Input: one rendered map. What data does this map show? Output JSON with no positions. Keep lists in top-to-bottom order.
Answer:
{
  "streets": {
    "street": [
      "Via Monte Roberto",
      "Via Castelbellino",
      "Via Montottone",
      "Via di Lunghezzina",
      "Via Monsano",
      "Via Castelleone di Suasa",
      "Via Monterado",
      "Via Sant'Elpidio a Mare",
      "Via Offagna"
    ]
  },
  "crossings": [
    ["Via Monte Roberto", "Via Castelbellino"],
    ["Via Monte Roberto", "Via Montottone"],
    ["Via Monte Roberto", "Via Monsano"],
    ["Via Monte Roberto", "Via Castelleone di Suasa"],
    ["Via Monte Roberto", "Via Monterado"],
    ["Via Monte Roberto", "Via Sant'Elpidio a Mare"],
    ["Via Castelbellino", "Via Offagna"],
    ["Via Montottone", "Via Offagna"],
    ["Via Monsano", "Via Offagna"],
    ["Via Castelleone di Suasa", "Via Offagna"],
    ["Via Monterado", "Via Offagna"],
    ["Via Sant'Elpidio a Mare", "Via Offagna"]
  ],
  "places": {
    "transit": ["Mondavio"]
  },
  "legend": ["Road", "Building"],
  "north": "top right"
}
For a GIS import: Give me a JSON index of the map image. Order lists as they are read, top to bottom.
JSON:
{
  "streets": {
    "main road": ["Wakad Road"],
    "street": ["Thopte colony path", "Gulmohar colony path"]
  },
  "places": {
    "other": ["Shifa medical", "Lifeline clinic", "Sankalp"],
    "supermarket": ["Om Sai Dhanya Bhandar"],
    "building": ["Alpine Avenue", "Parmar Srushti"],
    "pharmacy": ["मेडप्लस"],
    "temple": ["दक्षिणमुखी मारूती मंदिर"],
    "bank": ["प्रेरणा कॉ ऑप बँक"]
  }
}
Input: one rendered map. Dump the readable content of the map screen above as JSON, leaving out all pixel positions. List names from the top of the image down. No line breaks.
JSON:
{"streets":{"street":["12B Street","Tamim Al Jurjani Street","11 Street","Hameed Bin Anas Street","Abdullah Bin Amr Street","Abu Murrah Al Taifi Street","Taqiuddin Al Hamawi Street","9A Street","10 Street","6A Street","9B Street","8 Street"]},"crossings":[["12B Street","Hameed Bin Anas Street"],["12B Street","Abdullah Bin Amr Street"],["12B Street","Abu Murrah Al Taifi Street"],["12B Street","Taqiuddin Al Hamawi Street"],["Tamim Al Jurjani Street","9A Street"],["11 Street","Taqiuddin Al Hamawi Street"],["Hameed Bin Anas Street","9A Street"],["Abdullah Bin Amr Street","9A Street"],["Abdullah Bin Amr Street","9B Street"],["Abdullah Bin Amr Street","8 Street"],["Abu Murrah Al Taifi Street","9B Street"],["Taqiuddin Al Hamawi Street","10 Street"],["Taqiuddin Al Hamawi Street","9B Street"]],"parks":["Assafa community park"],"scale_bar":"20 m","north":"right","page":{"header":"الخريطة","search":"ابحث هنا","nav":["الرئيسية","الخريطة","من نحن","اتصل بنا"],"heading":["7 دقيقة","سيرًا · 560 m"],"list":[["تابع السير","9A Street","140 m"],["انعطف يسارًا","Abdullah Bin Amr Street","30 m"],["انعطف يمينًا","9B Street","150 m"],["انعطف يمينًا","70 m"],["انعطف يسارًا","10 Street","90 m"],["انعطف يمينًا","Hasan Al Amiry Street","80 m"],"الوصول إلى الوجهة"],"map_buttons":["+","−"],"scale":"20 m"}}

---+---

→ **Exercise instructions**
Every line with the string "image" in the material should be returned.

→ **Exercise output**
For a GIS import: Give me a JSON index of the map image. Order lists as they are read, top to bottom.
Input: one rendered map. Dump the readable content of the map screen above as JSON, leaving out all pixel positions. List names from the top of the image down. No line breaks.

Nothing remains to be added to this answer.